By clicking “Sign up for GitHub”, you agree to our terms of service and privacy statement. We’ll occasionally send you account related emails.

Already on GitHub? Sign in to your account

[Feature]: separation of NWBFile formation and dataset configuration #441

Closed
2 tasks done
bendichter opened this issue May 9, 2023 · 11 comments
Closed
2 tasks done
Assignees

Comments

@bendichter
Copy link
Contributor

bendichter commented May 9, 2023

What would you like to see added to NeuroConv?

We are in the process of generalizing NeuroConv to support HDF5 and Zarr backends and found that there are many places in the code that use H5DataIO, which is causing problems for the Zarr backend. Another problem is that you cannot set conversion options individually for different datasets, which has become a problem in some applications. The proposed solution is to remove all of these H5DataIO calls and instead provide a separate interface to alter these settings on a per-dataset basis in a later step. This provides a separation between setting the values of the data and metadata and setting the storage options.

Here is a proposal based on our conversation and some follow-up conversations with the NWB team:

  1. Remove all H5DataIO and any other backend-specific code from the underlying methods of run_conversion, and move all other code into a new method, named something like add_to_nwb(). For each large dataset (where an H5DataIO was previously used) we would instead add each container to a dict. Something like: data_interface.dataset_configs.update[container_id, field] = dict(**default_io_kwargs)

  2. The BaseDataInterface would have an additional optional backend arg. This can be called during init or can be set later with data_interface.set_backend("hdf5|zarr") with a default "hdf5". NWBConverter would similarly have a backend arg that propagates to inner interfaces.

  3. BaseDataInterface.set_dataset_configs() would take args of the same form as dataset_configs: **{(container_id, field): dict(**io_kwargs)}.

  4. BaseDataInterface.write() would first apply all the dataset_configs and then call the NWB**IO.write() command based on the backend chosen.

  5. BaseDataInterface.run_conversion() would stick around for backwards compatibility, and would call .add_to_nwb() and then .write(). We could allow for some basic compression options as before, but this method would not allow for dataset-specific conversion options.
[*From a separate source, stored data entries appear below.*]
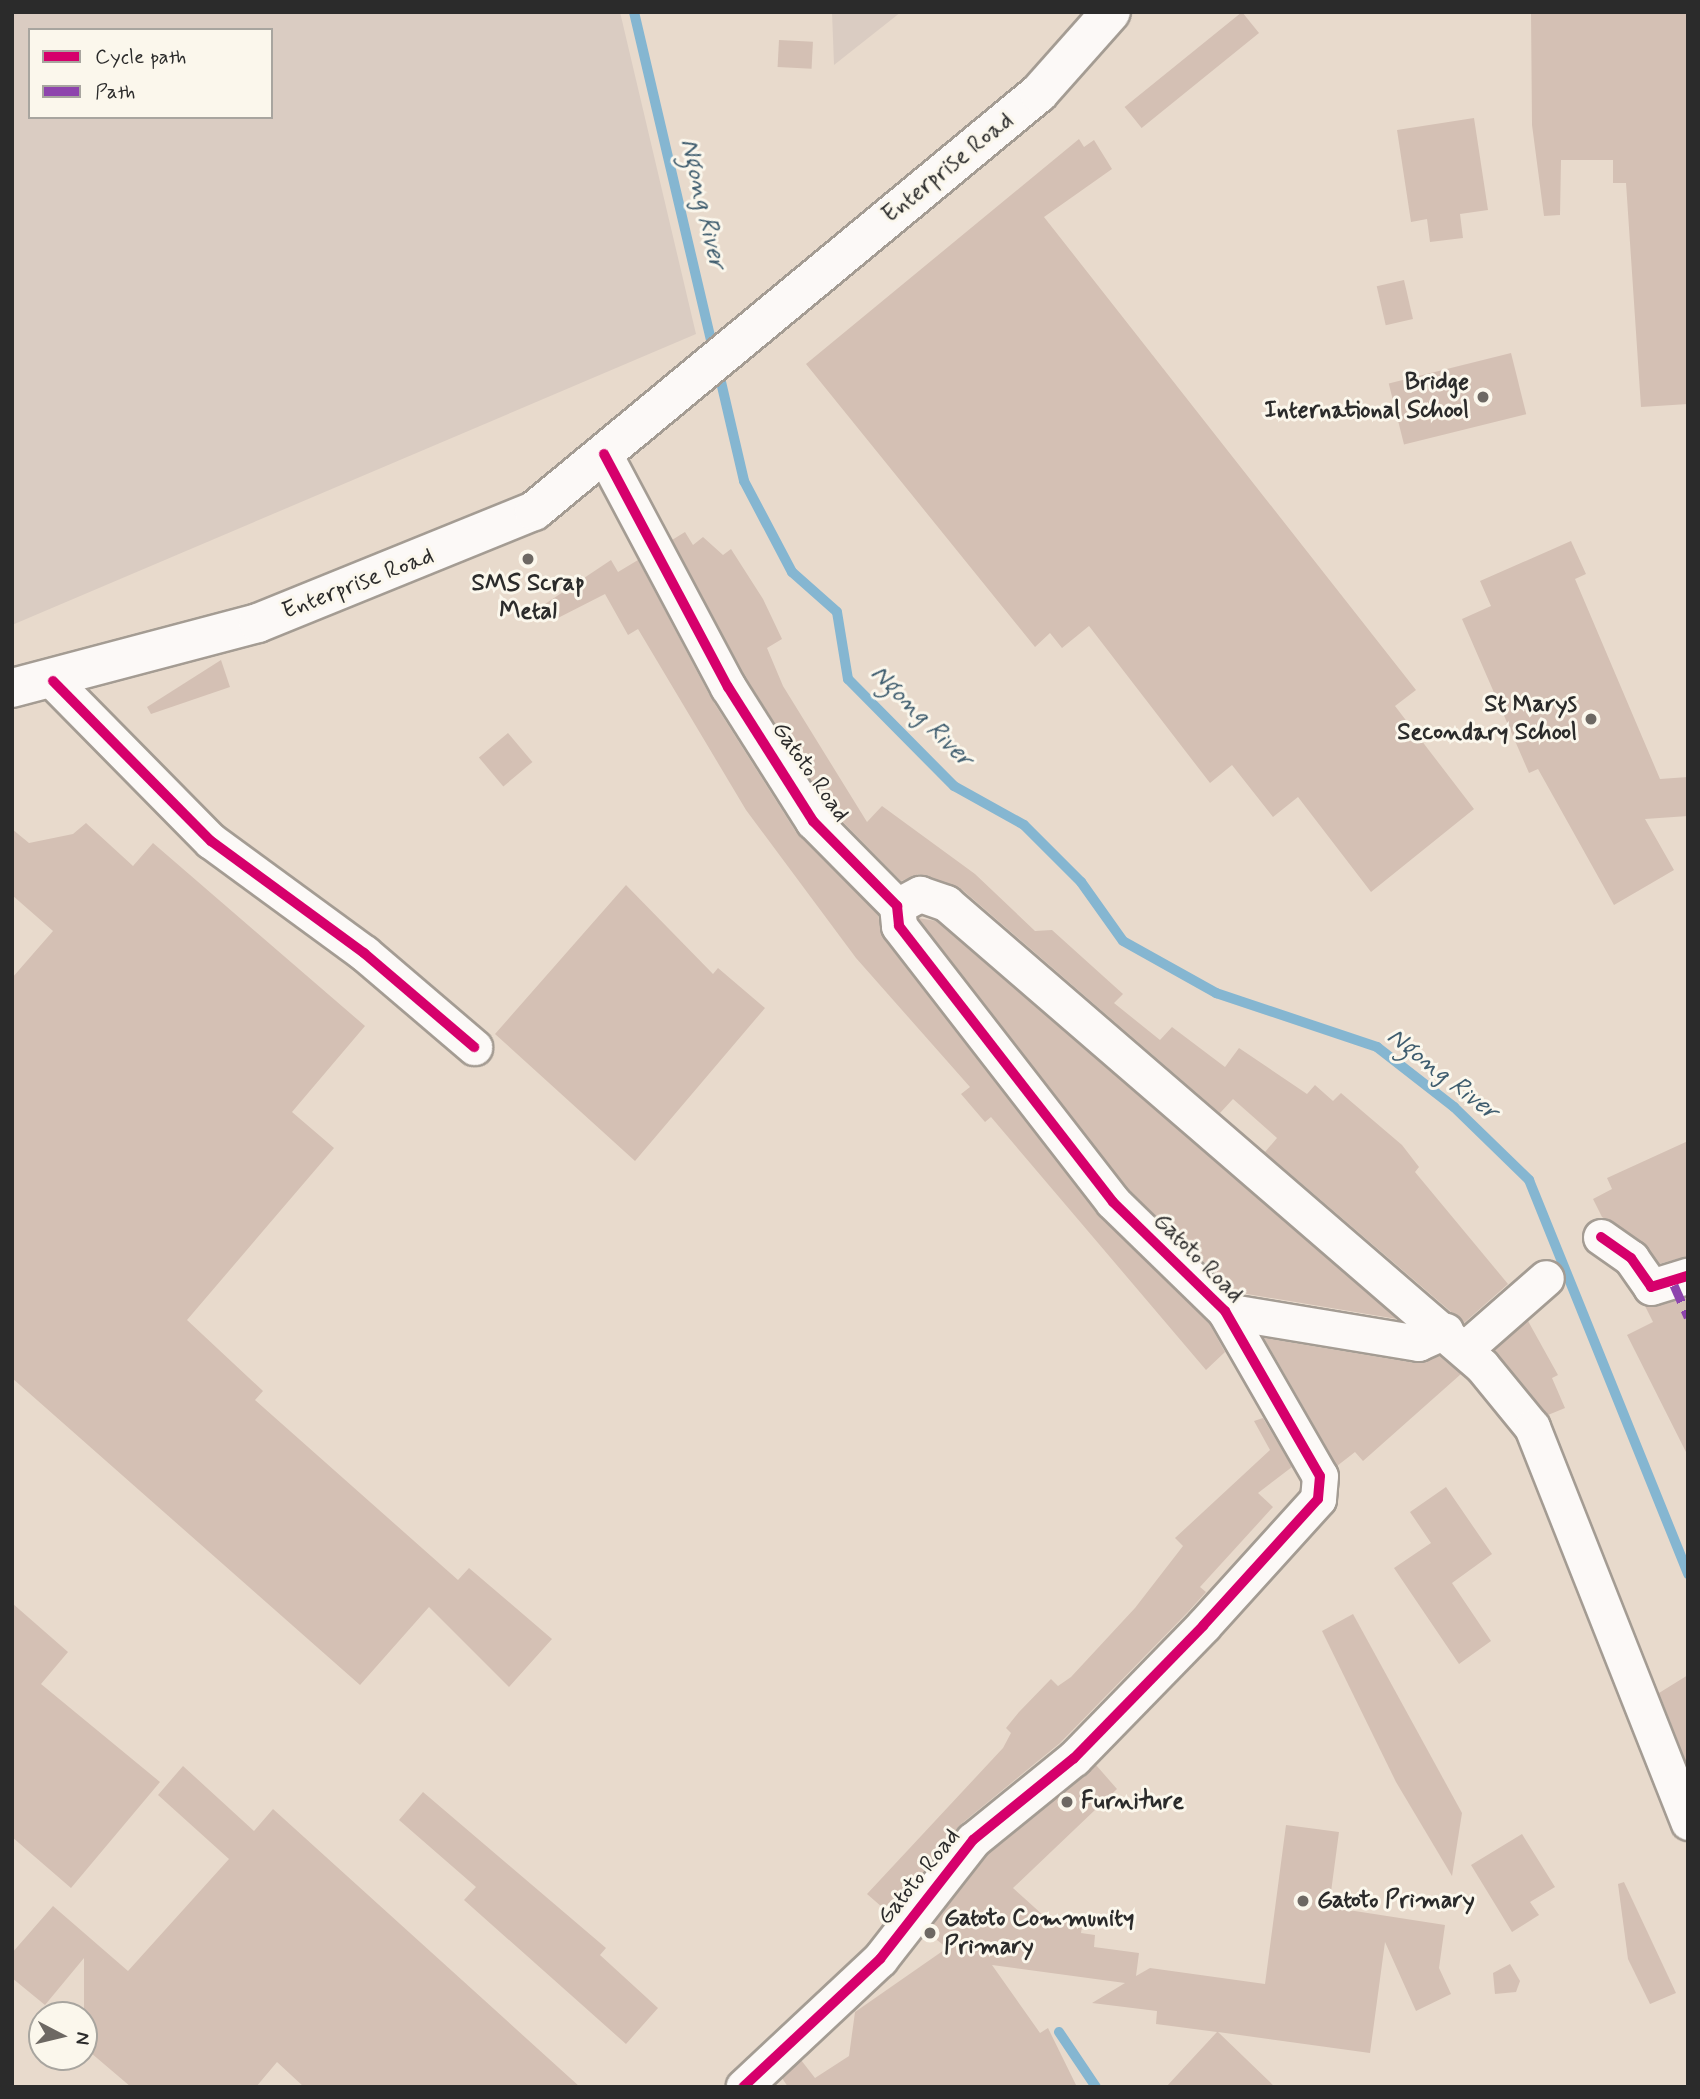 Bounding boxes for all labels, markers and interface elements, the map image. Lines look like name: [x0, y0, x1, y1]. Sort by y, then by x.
legend: [28, 28, 273, 119]
text: Cycle path: [95, 43, 186, 71]
text: Path: [95, 78, 135, 106]
street label: Enterprise Road: [878, 107, 1018, 229]
water label: Ngong River: [671, 134, 733, 274]
place label: Bridge International School: [1264, 369, 1469, 425]
marker: Bridge International School: [1475, 389, 1491, 405]
street label: Enterprise Road: [279, 542, 437, 626]
marker: SMS Scrap Metal: [520, 551, 536, 567]
place label: SMS Scrap Metal: [471, 570, 585, 626]
water label: Ngong River: [862, 658, 980, 776]
place label: St Marys Secondary School: [1397, 691, 1577, 747]
marker: St Marys Secondary School: [1583, 711, 1599, 727]
street label: Gatoto Road: [765, 716, 855, 828]
water label: Ngong River: [1379, 1021, 1505, 1129]
street label: Gatoto Road: [1147, 1207, 1249, 1309]
place label: Furniture: [1081, 1788, 1184, 1816]
marker: Furniture: [1059, 1794, 1075, 1810]
street label: Gatoto Road: [871, 1823, 967, 1931]
place label: Gatoto Primary: [1317, 1887, 1475, 1915]
marker: Gatoto Primary: [1295, 1893, 1311, 1909]
place label: Gatoto Community Primary: [944, 1905, 1134, 1961]
marker: Gatoto Community Primary: [922, 1925, 938, 1941]
north arrow: [28, 2001, 98, 2071]
text: N: [69, 2031, 96, 2046]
Thoughts on this approach?

One thing I'm not entirely happy with is the fact that it will be difficult to see which container you are adjusting with the tuple (container_id, field), because a user won't be able to see the name, location, or neurodata type of that container. It might be better for this dict to be {readable_key: dict(container_id=uuid, field=str, io_kwargs=dict)},

Is your feature request related to a problem?

No response

Do you have any interest in helping implement the feature?

No.

Code of Conduct

@bendichter
Copy link
Contributor Author

bendichter commented May 9, 2023

This is closely related to and supersedes #398 and #436

and would depend on hdmf-dev/hdmf#856

@CodyCBakerPhD
Copy link
Member

CodyCBakerPhD commented May 10, 2023

One quick thing to check on the make_or_load_nwbfile context; how does everyone feel about using joint contexts?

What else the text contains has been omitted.